On July 6, 1995, ConQuest Software was merged with the NASDAQ company, Excalibur Technologies and the product was rebranded as RetrievalWare. On December 21, 2000, Excalibur Technologies was combined with Intel Corporation's Interactive Media Services division to form the Convera Corporation. Finally, on April 9, 2007, the RetrievalWare software and business was purchased by Fast Search & Transfer at which point the product was officially retired. Microsoft Corporation continues to maintain the product for its existing customer base.

Annual revenues for RetrievalWare peaked in 2001 at around $40 million US dollars.

== Use of natural language techniques ==

RetrievalWare is a relevancy ranking text search system with processing enhancements drawn from the fields of natural language processing (NLP) and semantic networks. NLP algorithms include dictionary-based stemming (also known as lemmatisation) and dictionary-based phrase identification. Semantic networks are used by RetrievalWare to expand the query words entered by the user to related terms with terms weights determined by the distance from the user's original terms. In addition to automatic expansion, a feedback-mode whereby users could choose the meaning of the word before performing the expansion was available. The first semantic networks were built using WordNet.

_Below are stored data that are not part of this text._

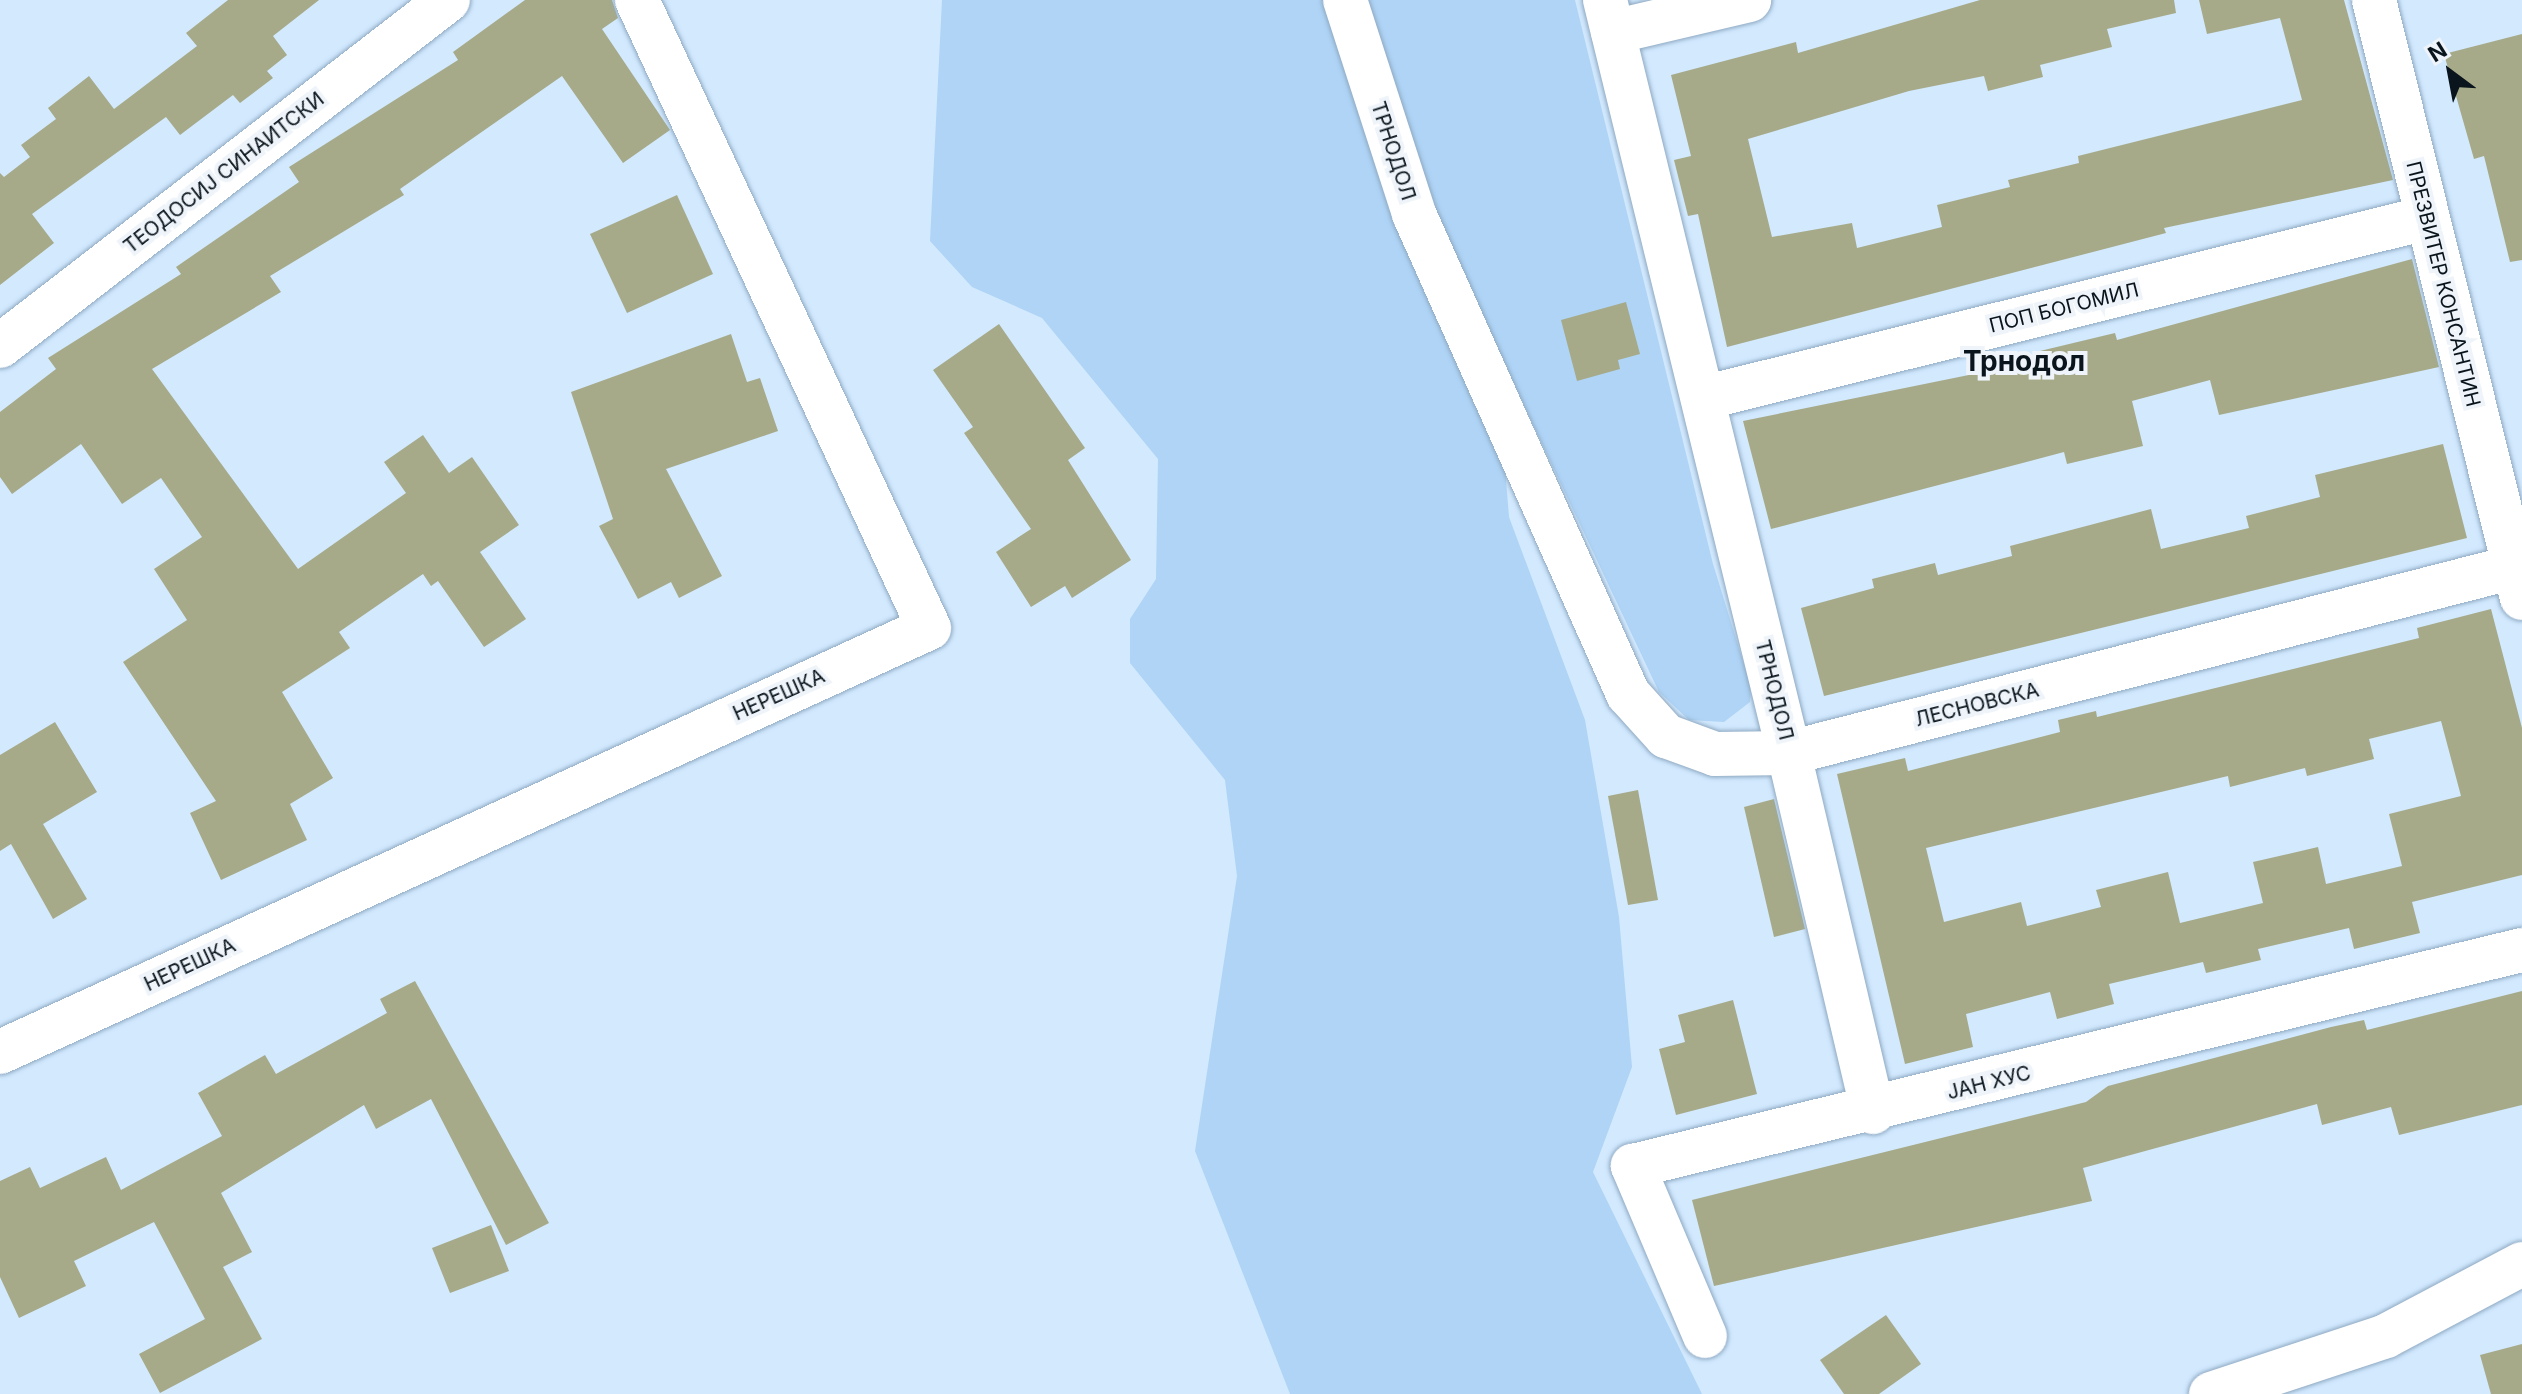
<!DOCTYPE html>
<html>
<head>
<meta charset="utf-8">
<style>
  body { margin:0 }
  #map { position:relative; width:2522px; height:1394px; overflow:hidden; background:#d2e9fe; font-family:Inter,sans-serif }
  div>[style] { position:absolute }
  .green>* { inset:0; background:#afd4f6 }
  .building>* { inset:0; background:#a6aa89 }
  .roads { filter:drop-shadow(0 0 2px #8ea9c2) drop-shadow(0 0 2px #8ea9c2) }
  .street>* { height:44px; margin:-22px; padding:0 22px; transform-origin:22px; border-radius:22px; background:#fff }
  span { translate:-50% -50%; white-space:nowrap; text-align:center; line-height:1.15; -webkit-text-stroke:8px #eef4f9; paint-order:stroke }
  .street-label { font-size:20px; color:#0a141c }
  .district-label { font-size:28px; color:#0a141c; font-weight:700 }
  .north { position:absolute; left:2410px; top:32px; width:80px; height:80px; -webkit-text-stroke:6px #eef4f9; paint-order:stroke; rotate:328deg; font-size:22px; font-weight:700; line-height:32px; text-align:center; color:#0a141c }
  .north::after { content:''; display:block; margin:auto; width:28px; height:36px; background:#0a141c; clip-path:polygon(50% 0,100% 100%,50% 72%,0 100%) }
</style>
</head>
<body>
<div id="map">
  <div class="green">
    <i style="clip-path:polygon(942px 0,1575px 0,1713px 564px,1751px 687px,1750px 702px,1724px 722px,1689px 720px,1659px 692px,1495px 344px,1509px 517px,1585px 720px,1619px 917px,1632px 1067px,1593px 1172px,1702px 1394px,1290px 1394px,1195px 1151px,1237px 876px,1225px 780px,1130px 663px,1130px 619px,1156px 579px,1158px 459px,1042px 318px,972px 287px,930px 241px)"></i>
  </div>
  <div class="building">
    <i style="clip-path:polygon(228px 0,319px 0,273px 36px,287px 55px,267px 71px,273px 78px,240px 103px,233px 95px,180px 135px,166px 117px,32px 214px,54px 243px,0 285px,0 173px,4px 177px,30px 157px,21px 145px,56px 119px,48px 108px,89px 76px,114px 109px,197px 46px,186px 33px)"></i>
    <i style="clip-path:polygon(525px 0,612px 0,618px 18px,602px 29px,670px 130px,623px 163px,562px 76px,400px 189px,404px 195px,270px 276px,281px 292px,152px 369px,298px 569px,406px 493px,384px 462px,423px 435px,449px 473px,472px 457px,519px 525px,480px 552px,526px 619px,484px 647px,438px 581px,431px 586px,423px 574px,339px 632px,350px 648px,282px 692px,333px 778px,290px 804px,307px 840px,221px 880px,190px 813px,216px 801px,123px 662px,187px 620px,154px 569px,202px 537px,161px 478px,122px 504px,81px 444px,12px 494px,0 477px,0 412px,56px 369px,48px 358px,181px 274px,176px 267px,299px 182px,289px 167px,458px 60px,453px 52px)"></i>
    <i style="clip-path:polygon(1980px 0,2174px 0,2176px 13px,2107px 29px,2112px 47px,2040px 65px,2043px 77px,1988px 91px,1984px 76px,1909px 91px,1748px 139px,1772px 237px,1852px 223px,1857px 248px,1942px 227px,1937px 205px,2010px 187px,2008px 180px,2079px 163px,2078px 156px,2302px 100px,2280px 18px,2207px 34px,2199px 0,2344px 0,2393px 180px,2164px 228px,2166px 233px,1727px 347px,1698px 214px,1688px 216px,1674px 160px,1691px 156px,1671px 75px,1796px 42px,1798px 53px)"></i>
    <i style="clip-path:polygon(2522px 34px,2522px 260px,2510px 262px,2484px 156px,2474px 159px,2444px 54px)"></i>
    <i style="clip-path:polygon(677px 195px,713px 274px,627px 313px,590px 234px)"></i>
    <i style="clip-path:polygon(2412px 259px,2439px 367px,2219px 415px,2210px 380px,2132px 401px,2143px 446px,2067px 464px,2064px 452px,1771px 529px,1743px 421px,2042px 360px,2040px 351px,2115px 333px,2117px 340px)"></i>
    <i style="clip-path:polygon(1626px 302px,1640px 354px,1618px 360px,1620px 369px,1577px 381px,1561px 320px)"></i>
    <i style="clip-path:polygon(999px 324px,1085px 448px,1068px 460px,1131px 560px,1072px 598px,1065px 586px,1031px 607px,996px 552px,1031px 529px,964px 433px,973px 427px,933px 370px)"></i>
    <i style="clip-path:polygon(731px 334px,747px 382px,760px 378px,778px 431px,666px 469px,722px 576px,679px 598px,671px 582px,638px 599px,599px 526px,613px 519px,571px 392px)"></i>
    <i style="clip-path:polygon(2443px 444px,2467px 538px,1824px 696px,1801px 608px,1874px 588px,1872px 579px,1935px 563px,1938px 575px,2012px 556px,2010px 546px,2151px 509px,2161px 549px,2249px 528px,2246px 516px,2320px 497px,2315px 475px)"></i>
    <i style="clip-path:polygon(evenodd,2491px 609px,2522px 728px,2522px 875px,2412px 902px,2420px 933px,2354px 949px,2349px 928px,2258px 949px,2261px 960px,2206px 973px,2203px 962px,2109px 984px,2114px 1004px,2057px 1019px,2050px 992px,1966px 1014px,1973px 1047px,1905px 1064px,1837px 774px,1905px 758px,1908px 771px,2060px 732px,2058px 720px,2096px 711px,2097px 717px,2419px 638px,2417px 628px,2491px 609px,2441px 721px,2461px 796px,2389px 814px,2402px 866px,2326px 884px,2318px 847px,2253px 862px,2263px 903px,2180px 923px,2168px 872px,2096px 890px,2101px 907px,2027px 926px,2021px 902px,1944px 922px,1926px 848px,2228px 776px,2230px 787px,2305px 768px,2307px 776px,2374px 759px,2369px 739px,2441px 721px)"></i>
    <i style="clip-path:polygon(55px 722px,97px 792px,43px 824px,87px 899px,53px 919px,11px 844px,0 851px,0 755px)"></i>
    <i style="clip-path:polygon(1638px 790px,1658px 900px,1628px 905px,1608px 796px)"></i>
    <i style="clip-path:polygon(1774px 799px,1805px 929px,1774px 937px,1744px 807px)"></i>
    <i style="clip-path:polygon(415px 981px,549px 1223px,506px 1245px,431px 1099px,376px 1129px,364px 1105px,221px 1193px,252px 1252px,223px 1267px,262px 1339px,160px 1393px,139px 1354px,205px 1319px,154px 1222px,74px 1261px,86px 1286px,19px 1318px,0 1277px,0 1181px,30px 1167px,40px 1188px,106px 1157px,121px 1190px,222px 1136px,198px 1093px,265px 1055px,276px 1074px,387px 1013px,380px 999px)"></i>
    <i style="clip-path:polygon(2522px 991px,2522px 1105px,2399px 1135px,2391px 1107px,2322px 1125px,2317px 1104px,2083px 1168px,2092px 1201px,1714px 1286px,1692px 1200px,2086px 1102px,2108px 1086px,2331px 1027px,2364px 1020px,2367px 1030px)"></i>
    <i style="clip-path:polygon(1733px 1000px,1757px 1094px,1676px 1115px,1659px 1049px,1685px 1042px,1678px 1015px)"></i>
    <i style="clip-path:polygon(491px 1225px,509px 1271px,450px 1293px,432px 1248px)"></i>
    <i style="clip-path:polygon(1886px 1315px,1921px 1364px,1879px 1394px,1844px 1394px,1820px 1360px)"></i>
    <i style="clip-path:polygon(2522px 1344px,2522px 1394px,2491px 1394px,2480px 1355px)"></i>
  </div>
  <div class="roads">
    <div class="street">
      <i style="left:1345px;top:0;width:225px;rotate:72.1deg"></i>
      <i style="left:1414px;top:214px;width:526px;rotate:65.97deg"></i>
      <i style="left:1628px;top:694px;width:57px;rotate:47.9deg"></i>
      <i style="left:1666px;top:736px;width:52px;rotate:20.2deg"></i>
      <i style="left:1715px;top:754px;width:74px;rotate:-0.8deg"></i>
      <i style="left:1789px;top:753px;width:775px;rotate:-103.73deg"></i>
      <i style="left:2374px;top:0;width:616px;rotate:76.1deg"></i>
      <i style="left:1613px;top:32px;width:140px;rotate:-13.2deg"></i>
      <i style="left:0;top:346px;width:566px;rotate:-37.68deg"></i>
      <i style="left:1703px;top:398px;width:745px;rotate:-13.98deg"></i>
      <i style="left:0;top:1052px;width:1021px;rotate:-24.53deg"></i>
      <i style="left:929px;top:628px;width:693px;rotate:-114.94deg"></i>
      <i style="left:1873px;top:1112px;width:369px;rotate:-103.2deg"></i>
      <i style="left:1789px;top:753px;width:757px;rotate:-14.39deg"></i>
      <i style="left:1705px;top:1336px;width:185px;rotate:-113deg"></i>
      <i style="left:1633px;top:1166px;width:915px;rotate:-13.66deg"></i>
      <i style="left:2211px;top:1394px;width:184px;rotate:-18.3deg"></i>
      <i style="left:2386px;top:1336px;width:154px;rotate:-27.9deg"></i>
    </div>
  </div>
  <div class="street-label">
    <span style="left:1393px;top:151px;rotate:72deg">ТРНОДОЛ</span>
    <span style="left:224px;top:173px;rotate:-38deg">ТЕОДОСИЈ СИНАИТСКИ</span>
    <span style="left:2443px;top:284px;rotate:76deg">ПРЕЗВИТЕР КОНСАНТИН</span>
    <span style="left:2064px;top:308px;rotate:-14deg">ПОП БОГОМИЛ</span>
    <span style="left:1774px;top:690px;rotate:76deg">ТРНОДОЛ</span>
    <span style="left:779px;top:695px;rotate:-24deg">НЕРЕШКА</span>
    <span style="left:1977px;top:705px;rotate:-14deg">ЛЕСНОВСКА</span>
    <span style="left:190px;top:965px;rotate:-25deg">НЕРЕШКА</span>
    <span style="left:1989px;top:1083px;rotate:-14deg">ЈАН ХУС</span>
  </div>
  <div class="district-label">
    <span style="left:2024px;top:361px">Трнодол</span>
  </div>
  <div class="north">N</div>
</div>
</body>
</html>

In addition, RetrievalWare implemented a form of n-gram search (branded as APRP - Adaptive Pattern Recognition Processing), designed to search over documents with OCR errors. Query terms are divided into sets of 2-grams which are used to locate similarly matching terms from the inverted index. The resulting matches are weighted based on similarly measures and then used to search for documents.

All of these features were available no later than 1993 and ConQuest software has claimed that it was the first commercial text-search system to implement these techniques.

== Other notable features ==

Other notable features of RetrievalWare include distributed search servers, synchronizers for indexing external content management systems and relational databases, a heterogeneous security model, document categorization, real-time document-query matching (profiling), multi-lingual searches (queries containing terms from multiple languages searching for documents containing terms from multiple languages), and cross-lingual searches (queries in one language searching for documents in a different language).

== Participation in TREC ==

RetrievalWare participated in the Text REtrieval Conference in 1992 (TREC-1), 1993 (TREC-2), and 1995 (TREC-4).

In TREC-1 and TREC-4, the RetrievalWare runs for manually entered queries produced the best results based on the 11-point averages over all search engines which participated in the ad hoc category where search engines are allowed a single opportunity to process previously unknown queries against an existing database.